Task prompt: Each entry must be restated word for word.

-- Data records follows --

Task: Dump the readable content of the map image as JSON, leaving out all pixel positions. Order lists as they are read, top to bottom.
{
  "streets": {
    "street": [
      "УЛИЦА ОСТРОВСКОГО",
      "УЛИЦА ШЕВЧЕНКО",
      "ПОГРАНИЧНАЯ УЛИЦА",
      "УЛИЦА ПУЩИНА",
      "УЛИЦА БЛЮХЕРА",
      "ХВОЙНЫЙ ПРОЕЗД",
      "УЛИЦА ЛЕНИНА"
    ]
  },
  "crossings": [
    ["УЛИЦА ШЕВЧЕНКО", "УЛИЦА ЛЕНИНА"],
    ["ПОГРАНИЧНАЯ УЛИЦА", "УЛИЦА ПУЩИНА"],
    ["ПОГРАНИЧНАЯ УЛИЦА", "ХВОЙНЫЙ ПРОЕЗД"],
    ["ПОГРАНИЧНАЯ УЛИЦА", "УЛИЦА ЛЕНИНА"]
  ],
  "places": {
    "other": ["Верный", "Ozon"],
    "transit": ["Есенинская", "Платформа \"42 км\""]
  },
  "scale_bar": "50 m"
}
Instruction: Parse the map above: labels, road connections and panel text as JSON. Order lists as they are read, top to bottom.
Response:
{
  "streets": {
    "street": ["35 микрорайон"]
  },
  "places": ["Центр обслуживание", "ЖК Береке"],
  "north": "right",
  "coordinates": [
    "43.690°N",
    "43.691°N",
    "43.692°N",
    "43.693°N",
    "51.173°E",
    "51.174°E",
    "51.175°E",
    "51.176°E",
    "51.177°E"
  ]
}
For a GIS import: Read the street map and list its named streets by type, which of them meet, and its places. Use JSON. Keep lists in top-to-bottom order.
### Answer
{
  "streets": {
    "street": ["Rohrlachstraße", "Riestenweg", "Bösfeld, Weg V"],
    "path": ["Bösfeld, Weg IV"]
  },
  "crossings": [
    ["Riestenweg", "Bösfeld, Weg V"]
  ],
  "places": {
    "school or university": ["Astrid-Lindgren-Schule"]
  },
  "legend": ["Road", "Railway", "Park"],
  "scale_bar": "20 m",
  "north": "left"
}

-- Data records concluded --

Answer for the task:
Task: Dump the readable content of the map image as JSON, leaving out all pixel positions. Order lists as they are read, top to bottom.
{
  "streets": {
    "street": [
      "УЛИЦА ОСТРОВСКОГО",
      "УЛИЦА ШЕВЧЕНКО",
      "ПОГРАНИЧНАЯ УЛИЦА",
      "УЛИЦА ПУЩИНА",
      "УЛИЦА БЛЮХЕРА",
      "ХВОЙНЫЙ ПРОЕЗД",
      "УЛИЦА ЛЕНИНА"
    ]
  },
  "crossings": [
    ["УЛИЦА ШЕВЧЕНКО", "УЛИЦА ЛЕНИНА"],
    ["ПОГРАНИЧНАЯ УЛИЦА", "УЛИЦА ПУЩИНА"],
    ["ПОГРАНИЧНАЯ УЛИЦА", "ХВОЙНЫЙ ПРОЕЗД"],
    ["ПОГРАНИЧНАЯ УЛИЦА", "УЛИЦА ЛЕНИНА"]
  ],
  "places": {
    "other": ["Верный", "Ozon"],
    "transit": ["Есенинская", "Платформа \"42 км\""]
  },
  "scale_bar": "50 m"
}
Instruction: Parse the map above: labels, road connections and panel text as JSON. Order lists as they are read, top to bottom.
Response:
{
  "streets": {
    "street": ["35 микрорайон"]
  },
  "places": ["Центр обслуживание", "ЖК Береке"],
  "north": "right",
  "coordinates": [
    "43.690°N",
    "43.691°N",
    "43.692°N",
    "43.693°N",
    "51.173°E",
    "51.174°E",
    "51.175°E",
    "51.176°E",
    "51.177°E"
  ]
}
For a GIS import: Read the street map and list its named streets by type, which of them meet, and its places. Use JSON. Keep lists in top-to-bottom order.
### Answer
{
  "streets": {
    "street": ["Rohrlachstraße", "Riestenweg", "Bösfeld, Weg V"],
    "path": ["Bösfeld, Weg IV"]
  },
  "crossings": [
    ["Riestenweg", "Bösfeld, Weg V"]
  ],
  "places": {
    "school or university": ["Astrid-Lindgren-Schule"]
  },
  "legend": ["Road", "Railway", "Park"],
  "scale_bar": "20 m",
  "north": "left"
}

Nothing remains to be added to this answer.